I purposely set out to glean any mentions of Thanksgiving tradition and happenings in our town in the Frederick Daily News’ first year. In addition to the two articles I’ve already shared involving Ben Franklin and Chester Arthur, I found a warning that the town market would be closed on Thanksgiving day so customers were warned to be proactive with obtaining their turkeys for dinner.
I also saw that the upstart publication made plans to give employees time off for the holiday, and told readers not to expect a Thanksgiving Day edition. As a former employee of the Great Southern Printing and Manufacturing Company, I can vouch for the support of employees in family endeavors, part of the corporate culture for the entirety of this company.
In that last edition (before the holiday) of November 29th, the paper included the following brief story of charity, and dare I say, benevolent assistance and giving to be thankful for.
I would love to know the name of the individual who donated 100 turkeys to the lesser-fortunate families of town. I searched, but did not have an outstanding candidate, however I would bet that we have a street or building in town today likely named for him.

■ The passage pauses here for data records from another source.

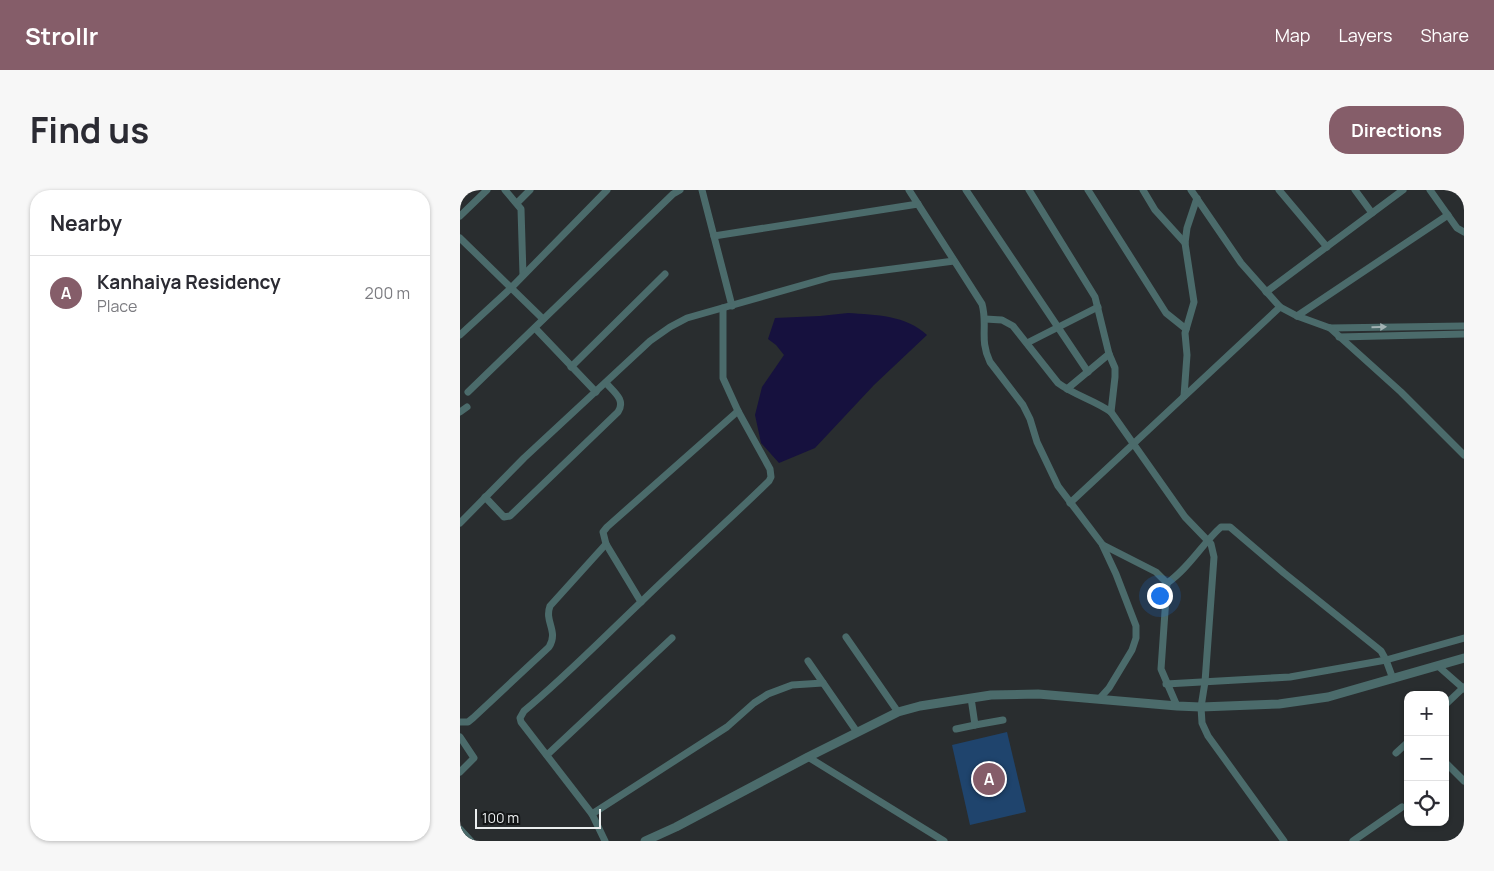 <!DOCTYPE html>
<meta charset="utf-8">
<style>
:root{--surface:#fff;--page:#f7f7f7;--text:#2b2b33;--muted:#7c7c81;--line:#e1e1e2;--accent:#855d69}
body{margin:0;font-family:Manrope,sans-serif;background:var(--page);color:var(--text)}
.controls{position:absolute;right:15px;bottom:15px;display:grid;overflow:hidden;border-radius:10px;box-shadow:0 1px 4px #0004}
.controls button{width:45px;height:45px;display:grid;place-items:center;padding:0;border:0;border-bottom:1px solid var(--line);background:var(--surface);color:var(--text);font:25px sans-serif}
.scale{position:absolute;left:15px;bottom:12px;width:126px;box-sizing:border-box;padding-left:5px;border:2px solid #ebeeef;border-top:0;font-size:14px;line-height:18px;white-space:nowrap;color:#ebeeef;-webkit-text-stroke:4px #131516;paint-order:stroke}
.you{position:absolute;left:699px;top:405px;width:18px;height:18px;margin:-12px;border:4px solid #fff;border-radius:50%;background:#1a73e8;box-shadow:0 0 0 8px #1a73e833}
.badge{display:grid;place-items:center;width:32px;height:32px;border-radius:50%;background:var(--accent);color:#fff;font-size:16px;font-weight:700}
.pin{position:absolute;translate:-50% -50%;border:2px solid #fff;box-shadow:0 1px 5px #0006}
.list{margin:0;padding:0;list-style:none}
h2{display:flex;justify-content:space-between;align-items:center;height:65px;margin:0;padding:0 20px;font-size:21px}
h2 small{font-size:16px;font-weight:400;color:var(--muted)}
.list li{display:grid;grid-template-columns:32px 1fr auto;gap:15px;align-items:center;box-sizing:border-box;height:75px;padding:0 20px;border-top:1px solid var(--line)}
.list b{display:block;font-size:19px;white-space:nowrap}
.list p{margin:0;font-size:16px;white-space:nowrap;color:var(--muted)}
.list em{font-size:16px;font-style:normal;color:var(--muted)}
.icon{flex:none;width:28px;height:28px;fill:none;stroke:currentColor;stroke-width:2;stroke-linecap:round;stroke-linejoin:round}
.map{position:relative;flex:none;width:1004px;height:651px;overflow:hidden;border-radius:20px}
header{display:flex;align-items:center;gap:30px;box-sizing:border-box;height:70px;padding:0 25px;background:var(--accent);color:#fff}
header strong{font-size:24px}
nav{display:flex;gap:28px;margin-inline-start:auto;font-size:18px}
.intro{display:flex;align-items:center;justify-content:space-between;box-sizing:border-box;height:120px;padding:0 30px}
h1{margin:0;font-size:35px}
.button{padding:12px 22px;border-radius:20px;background:var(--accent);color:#fff;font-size:18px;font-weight:700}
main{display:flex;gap:30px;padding:0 30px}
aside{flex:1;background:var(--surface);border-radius:20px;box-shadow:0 1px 4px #0004}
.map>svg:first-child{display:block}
.water{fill:#16113e}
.building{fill:#1f446d}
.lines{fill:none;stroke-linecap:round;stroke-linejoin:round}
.minor{stroke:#4b6b6b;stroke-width:7}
.tertiary{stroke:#4b6b6b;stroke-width:9}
.oneway{fill:#a3b3b4}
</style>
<header>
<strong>Strollr</strong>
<nav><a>Map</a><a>Layers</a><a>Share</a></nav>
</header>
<div class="intro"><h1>Find us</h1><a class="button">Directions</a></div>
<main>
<aside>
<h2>Nearby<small></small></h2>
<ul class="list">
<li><span class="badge">A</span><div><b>Kanhaiya Residency</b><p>Place</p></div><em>200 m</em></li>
</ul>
</aside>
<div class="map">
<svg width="1004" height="651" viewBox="0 0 1004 651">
<rect width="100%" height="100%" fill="#292d2f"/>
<path class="water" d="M388 123C416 125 446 125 467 145L414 195 355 258 319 273 301 253 295 225 302 197 324 165 316 155 308 149 315 128 360 126Z"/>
<path class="building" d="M547 542 566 622 510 635 492 555Z"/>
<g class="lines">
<g class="minor">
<path d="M45 0 61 19 63 85"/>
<path d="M242 0 272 116"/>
<path d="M449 0 522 114C528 135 519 150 530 172L563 215 570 229 577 252 598 296 642 354 656 384 676 436V448L672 460 649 498 639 509"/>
<path d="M506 0 628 182"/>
<path d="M569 0 635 107 649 164 655 178V187L651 222"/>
<path d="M628 0 706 123 726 139"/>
<path d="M683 0 695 20 725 53"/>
<path d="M731 0 781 73 820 117 837 126 870 138 1004 136"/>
<path d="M819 0 867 57"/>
<path d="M895 0 912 23"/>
<path d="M970 0 997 38 1004 42"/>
<path d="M57 13 70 0"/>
<path d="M0 26 27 0"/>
<path d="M254 46 458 14"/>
<path d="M0 48 83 129"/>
<path d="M806 102 943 0"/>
<path d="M837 126 988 25"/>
<path d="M525 129 542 130 553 136 598 193C614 205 634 210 651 222L725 327 751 354 754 367 745 492 741 517 742 533 748 546 824 651"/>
<path d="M75 138 136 202"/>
<path d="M870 138 941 202 1004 265"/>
<path d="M0 145 51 98 147 0"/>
<path d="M879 147 1004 144"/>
<path d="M567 153 638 117"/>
<path d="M111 177 205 84"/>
<path d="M607 199 649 164"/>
<path d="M8 202 213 4 220 0"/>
<path d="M724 206 727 165 725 143 734 112 725 53 727 38 737 8"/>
<path d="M0 222 7 217"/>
<path d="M25 307 44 327 50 326 158 222C166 210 154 202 146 193"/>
<path d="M610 313 820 117"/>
<path d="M0 333 64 268 190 151 210 137 227 128 371 87 494 71"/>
<path d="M643 355 696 382 707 393 701 479 717 516"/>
<path d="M707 393C728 379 742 354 761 337H770L824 383 921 461 926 470 933 489"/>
<path d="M181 412 146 354 143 342 147 337 278 221"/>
<path d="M386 447 438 522"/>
<path d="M348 471 397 542"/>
<path d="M978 476 1004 499"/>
<path d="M706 494 830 487 926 470 1004 448"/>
<path d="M511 508 515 535 543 530"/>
<path d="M985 515 1004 497"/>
<path d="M0 532H8L13 528 89 457C99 441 84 432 90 416L146 354"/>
<path d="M496 539 515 535"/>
<path d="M0 547 14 568 0 582"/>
<path d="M936 563 948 552"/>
<path d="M87 565 212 448"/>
<path d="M348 567 484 651"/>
<path d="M985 572 1004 591"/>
<path d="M132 624 267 537 294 513 308 504 332 495 363 493"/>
<path d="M0 639 11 651"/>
<path d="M145 651 132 624 61 532 60 528 64 521C105 487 142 449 181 412 223 371 267 332 309 291L311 287 310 279 278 221 263 188V118"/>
<path d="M893 651 942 617"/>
</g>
<path class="tertiary" d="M185 651 216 637 348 567 438 522 460 516 531 505 578 504 717 516 741 517 819 514 868 507 1004 468"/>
</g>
<defs><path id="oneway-solid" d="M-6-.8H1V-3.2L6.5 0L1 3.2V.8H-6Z" transform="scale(1.25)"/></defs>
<use class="oneway" href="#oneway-solid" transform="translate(919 137) rotate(-1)"/>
</svg>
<div class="controls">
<button>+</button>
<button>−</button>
<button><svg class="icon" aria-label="locate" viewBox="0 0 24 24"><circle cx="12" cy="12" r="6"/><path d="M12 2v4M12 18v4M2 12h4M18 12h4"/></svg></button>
</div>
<div class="scale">100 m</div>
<div class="you"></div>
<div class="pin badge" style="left:529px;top:589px">A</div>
</div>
</main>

What a great tale of charity, the essence of Thanksgiving. However, a few days earlier, I found a disappointing story of “Thanks-taking!” It involved the seemingly likeable turnpike tollgate operator John Nicholas Blum (which is spelled Nicolas on his gravestone) who resided at the time east of town on the National Pike (MD 144) on the western approach to the Jug Bridge that once spanned the Monocacy River.
This foul, or fowl, travesty was certainly not an exhibition of proper holiday decorum to say the least. The German immigrant and his family had not only lost their valuable poultry, but also the main course for Thanksgiving dinner.
I did get a good chuckle out of the way the article was written, but I’m sure it was not a laughing matter for Mr. Blum, who I would soon learn is buried here in Mount Olivet. So, I decided to explore his life further. Johann Nicholas Blum was born in Hanover, Germany in 1845. He can first be found living in Frederick in the 1870 US Census.
Here, at 25 years of age, Blum listed his occupation as that of a tailor, and was residing on the south side of West Patrick Street near its intersection with Jefferson Street. Here, he lived with wife Elizabeth (better known as “Elise”), in a house owned by Samuel Hafer, a carpenter who would later be very prominent in the annals of local cannery operations in town. Mrs. Blum was the former Elizabeth C. Biene, and hailed from Hesse Cassel (Germany). However, in this census, her next door neighbors appear to be Biene relatives (perhaps her sister and mother).
I deduct that these individuals had recently come to America. Perhaps John Nicholas Blum was the immigrant I found landing in Baltimore on February 16th, 1867 aboard a ship named Adolphine? The age, name and profession match perfectly, and the port of entry geography fits as well. Salzderhelden is given as the former home of the immigrant and this village is located close to Einbeck and 40 miles directly south of Hanover.
Nicholas and Elise were members of Frederick's German Reformed Church and would go on to have three daughters and a son through the decade: Louisa (1870-1930), George (1871-1872), Augusta (1874-1932), and Bertha (1876-1939). George would die as a toddler and was buried in Mount Olivet’s Area H/Lot 385.
Nicholas Blum did buy a lot on the north side of W. South St. in 1880 and sold it in 1884 to Annie F. Doll. He seems to have taken up residence at the toll house on the turnpike, scene of the great “Turkey Heist of ’83.” I found a few more mentions of Mr. Blum in relation to this property but soon he would be moving to a farm south of town along the Georgetown Pike.